1. Sample mean $\bar{x}=7.43$ and sample standard deviation $s \approx 1.15$.
2. Let $\mu$ be the mean sleep time. $H_0: \mu = 8$ vs. $H_1: \mu \neq 8$. In words, the null hypothesis is that students sleep on average 8 hours per night, and the alternative is that they do not.
3. The test statistic is $t \approx -1.57$. Since $-2.262 < -1.57 < 2.262$, we fail to reject the null hypothesis.
4. Potential reasons for failing to detect a true difference include the small sample size (N=10), large variability in sleep times between students and/or a small difference in the true average sleep time and the null value of 8.

a) Sample Mean and Standard Deviation:

• Sample Mean ($\bar{X}$): $\frac{9.2+5.6+7.5+8.9+7.0+7.1+7.9+7.7+7.6+5.8}{10} = \frac{74.3}{10} = 7.43$
• Sample Standard Deviation ($s$): $s = \sqrt{\frac{\sum(x_i - \bar{X})^2}{n-1}} \approx 1.15$

b) Hypotheses:

• Symbols: $H_0: \mu = 8$; $H_1: \mu \neq 8$.
• Words: The null hypothesis ($H_0$) is that the true population mean sleep time for students is equal to 8 hours. The alternative hypothesis ($H_1$) is that the true population mean sleep time is not equal to 8 hours.

c) Test Statistic and Conclusion:

• Calculate the t-statistic: $$ t = \frac{\bar{X} - \mu_0}{s / \sqrt{n}} = \frac{7.43 - 8}{1.15 / \sqrt{10}} = \frac{-0.57}{1.15 / 3.162} = \frac{-0.57}{0.364} \approx -1.57 $$
• Conclusion: This one-sample t-test has N-1=9 degrees of freedom. We compare our calculated t-statistic (-1.57) to the critical values of $\pm 2.262$. Since our t-statistic is not more extreme than the critical values (it falls between -2.262 and +2.262), we fail to reject the null hypothesis. There is not enough statistical evidence to conclude that the average sleep time is different from 8 hours.
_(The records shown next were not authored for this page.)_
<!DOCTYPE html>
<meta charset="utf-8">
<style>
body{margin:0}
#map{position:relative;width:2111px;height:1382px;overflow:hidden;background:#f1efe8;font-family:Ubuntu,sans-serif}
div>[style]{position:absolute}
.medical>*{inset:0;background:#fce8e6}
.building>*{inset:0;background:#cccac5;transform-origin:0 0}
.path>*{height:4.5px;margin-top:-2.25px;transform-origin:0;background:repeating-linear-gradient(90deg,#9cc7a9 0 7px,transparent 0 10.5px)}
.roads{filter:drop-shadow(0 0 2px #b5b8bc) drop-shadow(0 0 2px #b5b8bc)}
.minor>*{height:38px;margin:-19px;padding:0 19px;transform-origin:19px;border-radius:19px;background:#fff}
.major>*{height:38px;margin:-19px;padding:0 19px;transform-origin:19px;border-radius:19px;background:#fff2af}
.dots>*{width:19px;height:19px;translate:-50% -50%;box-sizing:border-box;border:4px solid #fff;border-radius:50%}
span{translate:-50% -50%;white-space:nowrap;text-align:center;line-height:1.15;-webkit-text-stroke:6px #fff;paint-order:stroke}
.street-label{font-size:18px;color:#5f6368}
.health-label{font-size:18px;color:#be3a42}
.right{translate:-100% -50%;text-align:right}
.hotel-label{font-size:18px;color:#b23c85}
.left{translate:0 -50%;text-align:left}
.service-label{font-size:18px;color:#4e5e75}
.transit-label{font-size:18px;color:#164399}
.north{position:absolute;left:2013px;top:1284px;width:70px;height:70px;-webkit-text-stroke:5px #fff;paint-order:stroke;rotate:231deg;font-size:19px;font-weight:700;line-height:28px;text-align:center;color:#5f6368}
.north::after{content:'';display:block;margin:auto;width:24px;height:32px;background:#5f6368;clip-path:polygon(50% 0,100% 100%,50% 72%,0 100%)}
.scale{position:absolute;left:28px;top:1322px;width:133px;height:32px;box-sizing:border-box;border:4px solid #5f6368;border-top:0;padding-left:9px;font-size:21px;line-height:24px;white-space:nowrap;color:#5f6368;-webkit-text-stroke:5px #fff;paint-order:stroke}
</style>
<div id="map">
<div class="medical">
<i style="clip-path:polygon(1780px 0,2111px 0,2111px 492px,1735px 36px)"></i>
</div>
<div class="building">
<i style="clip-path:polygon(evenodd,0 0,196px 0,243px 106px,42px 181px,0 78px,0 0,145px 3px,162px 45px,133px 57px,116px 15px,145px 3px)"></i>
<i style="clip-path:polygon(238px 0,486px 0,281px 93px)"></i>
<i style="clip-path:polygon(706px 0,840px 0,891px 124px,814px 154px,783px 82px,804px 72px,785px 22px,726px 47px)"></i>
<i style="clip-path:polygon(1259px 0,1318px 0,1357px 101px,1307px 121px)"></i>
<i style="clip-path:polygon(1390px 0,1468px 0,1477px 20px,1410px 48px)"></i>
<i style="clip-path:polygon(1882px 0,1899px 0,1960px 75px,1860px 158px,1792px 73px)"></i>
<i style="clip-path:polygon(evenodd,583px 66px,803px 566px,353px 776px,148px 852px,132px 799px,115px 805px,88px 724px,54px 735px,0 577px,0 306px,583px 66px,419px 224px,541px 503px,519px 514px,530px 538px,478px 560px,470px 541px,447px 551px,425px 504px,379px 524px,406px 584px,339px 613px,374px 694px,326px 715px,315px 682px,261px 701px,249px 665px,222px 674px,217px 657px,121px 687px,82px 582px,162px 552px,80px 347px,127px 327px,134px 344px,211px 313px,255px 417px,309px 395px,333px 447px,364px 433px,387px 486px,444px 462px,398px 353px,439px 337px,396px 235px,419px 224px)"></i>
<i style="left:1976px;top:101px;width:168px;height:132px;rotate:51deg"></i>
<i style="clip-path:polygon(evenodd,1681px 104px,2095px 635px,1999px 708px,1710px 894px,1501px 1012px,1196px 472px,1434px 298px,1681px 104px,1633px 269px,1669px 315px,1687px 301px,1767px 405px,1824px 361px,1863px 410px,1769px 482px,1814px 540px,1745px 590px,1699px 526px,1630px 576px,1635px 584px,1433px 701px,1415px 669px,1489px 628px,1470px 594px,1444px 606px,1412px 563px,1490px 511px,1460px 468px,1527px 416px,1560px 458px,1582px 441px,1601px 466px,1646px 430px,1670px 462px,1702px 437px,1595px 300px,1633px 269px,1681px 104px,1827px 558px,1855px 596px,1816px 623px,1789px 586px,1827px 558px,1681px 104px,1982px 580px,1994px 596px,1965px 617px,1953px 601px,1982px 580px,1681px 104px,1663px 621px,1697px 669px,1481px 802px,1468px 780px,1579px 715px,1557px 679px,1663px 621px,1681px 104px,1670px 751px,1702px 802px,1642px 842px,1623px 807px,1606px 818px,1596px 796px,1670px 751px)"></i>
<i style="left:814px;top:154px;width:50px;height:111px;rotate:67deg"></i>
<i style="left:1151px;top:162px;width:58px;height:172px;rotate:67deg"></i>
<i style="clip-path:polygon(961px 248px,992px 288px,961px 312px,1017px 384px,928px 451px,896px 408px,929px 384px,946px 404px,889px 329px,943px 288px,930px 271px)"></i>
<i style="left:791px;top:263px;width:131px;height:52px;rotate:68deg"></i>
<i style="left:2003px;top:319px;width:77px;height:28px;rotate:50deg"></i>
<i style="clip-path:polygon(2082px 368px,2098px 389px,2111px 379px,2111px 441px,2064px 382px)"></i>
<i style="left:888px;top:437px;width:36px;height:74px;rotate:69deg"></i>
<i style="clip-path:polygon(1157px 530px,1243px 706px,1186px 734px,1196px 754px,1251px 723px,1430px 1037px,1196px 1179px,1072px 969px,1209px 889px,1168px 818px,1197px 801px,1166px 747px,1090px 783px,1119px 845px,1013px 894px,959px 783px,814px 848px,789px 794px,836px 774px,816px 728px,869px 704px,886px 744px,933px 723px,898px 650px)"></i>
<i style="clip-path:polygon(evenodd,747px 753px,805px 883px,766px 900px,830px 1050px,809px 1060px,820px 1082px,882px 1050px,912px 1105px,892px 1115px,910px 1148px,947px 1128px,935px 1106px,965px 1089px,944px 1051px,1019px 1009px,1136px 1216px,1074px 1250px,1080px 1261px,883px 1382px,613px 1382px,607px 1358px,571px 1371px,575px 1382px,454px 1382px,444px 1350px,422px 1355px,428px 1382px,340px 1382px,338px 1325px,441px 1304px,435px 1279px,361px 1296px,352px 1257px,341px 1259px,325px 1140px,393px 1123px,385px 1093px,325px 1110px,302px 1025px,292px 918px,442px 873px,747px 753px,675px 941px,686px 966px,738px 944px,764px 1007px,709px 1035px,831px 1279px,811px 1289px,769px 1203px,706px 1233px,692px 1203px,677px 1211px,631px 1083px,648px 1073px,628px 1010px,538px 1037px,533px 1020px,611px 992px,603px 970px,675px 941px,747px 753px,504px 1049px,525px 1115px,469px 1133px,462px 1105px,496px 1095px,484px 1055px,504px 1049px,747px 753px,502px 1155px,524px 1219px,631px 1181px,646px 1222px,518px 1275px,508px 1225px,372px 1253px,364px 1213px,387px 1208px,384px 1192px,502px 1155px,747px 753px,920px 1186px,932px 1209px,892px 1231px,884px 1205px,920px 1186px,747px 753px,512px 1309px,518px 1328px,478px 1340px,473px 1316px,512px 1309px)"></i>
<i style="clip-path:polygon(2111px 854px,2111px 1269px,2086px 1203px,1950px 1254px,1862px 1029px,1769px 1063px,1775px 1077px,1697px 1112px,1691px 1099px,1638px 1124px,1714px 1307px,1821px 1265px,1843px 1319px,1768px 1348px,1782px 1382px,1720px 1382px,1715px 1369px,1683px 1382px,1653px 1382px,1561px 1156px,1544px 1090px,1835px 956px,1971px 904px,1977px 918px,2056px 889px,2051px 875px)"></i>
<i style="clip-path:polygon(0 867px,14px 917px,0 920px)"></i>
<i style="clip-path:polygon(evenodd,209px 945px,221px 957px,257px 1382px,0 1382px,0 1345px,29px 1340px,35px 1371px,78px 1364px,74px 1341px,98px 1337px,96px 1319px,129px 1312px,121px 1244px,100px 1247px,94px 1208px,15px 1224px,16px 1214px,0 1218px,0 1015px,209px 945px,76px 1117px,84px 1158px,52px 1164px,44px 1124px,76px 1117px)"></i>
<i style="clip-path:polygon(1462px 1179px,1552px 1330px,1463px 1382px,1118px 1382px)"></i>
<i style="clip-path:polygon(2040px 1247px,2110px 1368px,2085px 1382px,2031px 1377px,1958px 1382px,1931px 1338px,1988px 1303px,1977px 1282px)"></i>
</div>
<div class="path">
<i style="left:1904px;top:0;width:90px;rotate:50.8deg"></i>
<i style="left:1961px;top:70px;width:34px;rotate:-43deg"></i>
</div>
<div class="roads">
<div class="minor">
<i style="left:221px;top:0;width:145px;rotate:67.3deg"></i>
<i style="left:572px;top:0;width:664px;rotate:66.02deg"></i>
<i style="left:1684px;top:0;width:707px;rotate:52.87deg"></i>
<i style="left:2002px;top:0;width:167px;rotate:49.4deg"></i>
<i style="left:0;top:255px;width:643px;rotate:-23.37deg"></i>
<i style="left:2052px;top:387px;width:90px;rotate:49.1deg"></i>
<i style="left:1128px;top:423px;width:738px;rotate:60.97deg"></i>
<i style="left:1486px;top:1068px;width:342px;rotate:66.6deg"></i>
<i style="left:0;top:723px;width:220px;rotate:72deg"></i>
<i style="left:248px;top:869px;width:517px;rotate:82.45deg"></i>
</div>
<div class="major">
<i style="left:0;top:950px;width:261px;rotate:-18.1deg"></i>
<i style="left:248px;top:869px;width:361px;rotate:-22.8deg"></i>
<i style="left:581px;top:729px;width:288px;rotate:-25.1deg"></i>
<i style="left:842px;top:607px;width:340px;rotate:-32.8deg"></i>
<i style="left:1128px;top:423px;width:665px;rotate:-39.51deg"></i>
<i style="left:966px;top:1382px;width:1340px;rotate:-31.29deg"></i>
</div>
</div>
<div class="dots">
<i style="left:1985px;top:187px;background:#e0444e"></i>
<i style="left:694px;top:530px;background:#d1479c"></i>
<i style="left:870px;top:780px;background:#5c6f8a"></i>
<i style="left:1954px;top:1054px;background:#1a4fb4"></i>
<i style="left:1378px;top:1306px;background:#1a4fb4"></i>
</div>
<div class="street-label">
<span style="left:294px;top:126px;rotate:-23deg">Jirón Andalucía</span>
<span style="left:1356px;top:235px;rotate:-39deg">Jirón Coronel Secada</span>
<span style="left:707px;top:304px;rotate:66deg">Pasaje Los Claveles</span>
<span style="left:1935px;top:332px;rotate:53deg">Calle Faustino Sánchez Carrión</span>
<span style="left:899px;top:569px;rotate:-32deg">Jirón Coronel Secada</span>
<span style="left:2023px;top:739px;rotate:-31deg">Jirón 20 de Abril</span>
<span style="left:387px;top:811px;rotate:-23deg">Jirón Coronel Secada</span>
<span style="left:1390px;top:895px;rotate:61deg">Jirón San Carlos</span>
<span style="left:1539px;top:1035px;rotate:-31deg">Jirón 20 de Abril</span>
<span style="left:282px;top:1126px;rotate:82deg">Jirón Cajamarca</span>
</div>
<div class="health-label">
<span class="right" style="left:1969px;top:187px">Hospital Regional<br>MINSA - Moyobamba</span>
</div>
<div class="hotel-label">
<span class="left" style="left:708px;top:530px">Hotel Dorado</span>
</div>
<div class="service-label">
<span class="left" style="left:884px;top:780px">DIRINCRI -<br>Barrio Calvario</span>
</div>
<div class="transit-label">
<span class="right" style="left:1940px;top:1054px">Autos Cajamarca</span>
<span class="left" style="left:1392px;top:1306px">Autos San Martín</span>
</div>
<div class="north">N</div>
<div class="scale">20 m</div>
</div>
d) The ability to detect a true difference (power) is a function of the effect size (difference between true average sleep time and 8), the variability of sleep times among students, and sample size. The larger the sample size, the greater the ability to overcome a small effect size and/or large measurement variability. In this case, 10 samples was not sufficient to overcome the effect size and variability inherent in the data.

a) The null hypothesis should state that there is no difference between the population means. The alternative should state that there is a difference.
b) Identify all the values from the table ($ \bar{X}_Y, \bar{X}_N, s_Y, s_N, n_Y, n_N $) and plug them into the formula.
c) If your calculated test statistic is more extreme (further from zero) than the critical value, you reject the null hypothesis.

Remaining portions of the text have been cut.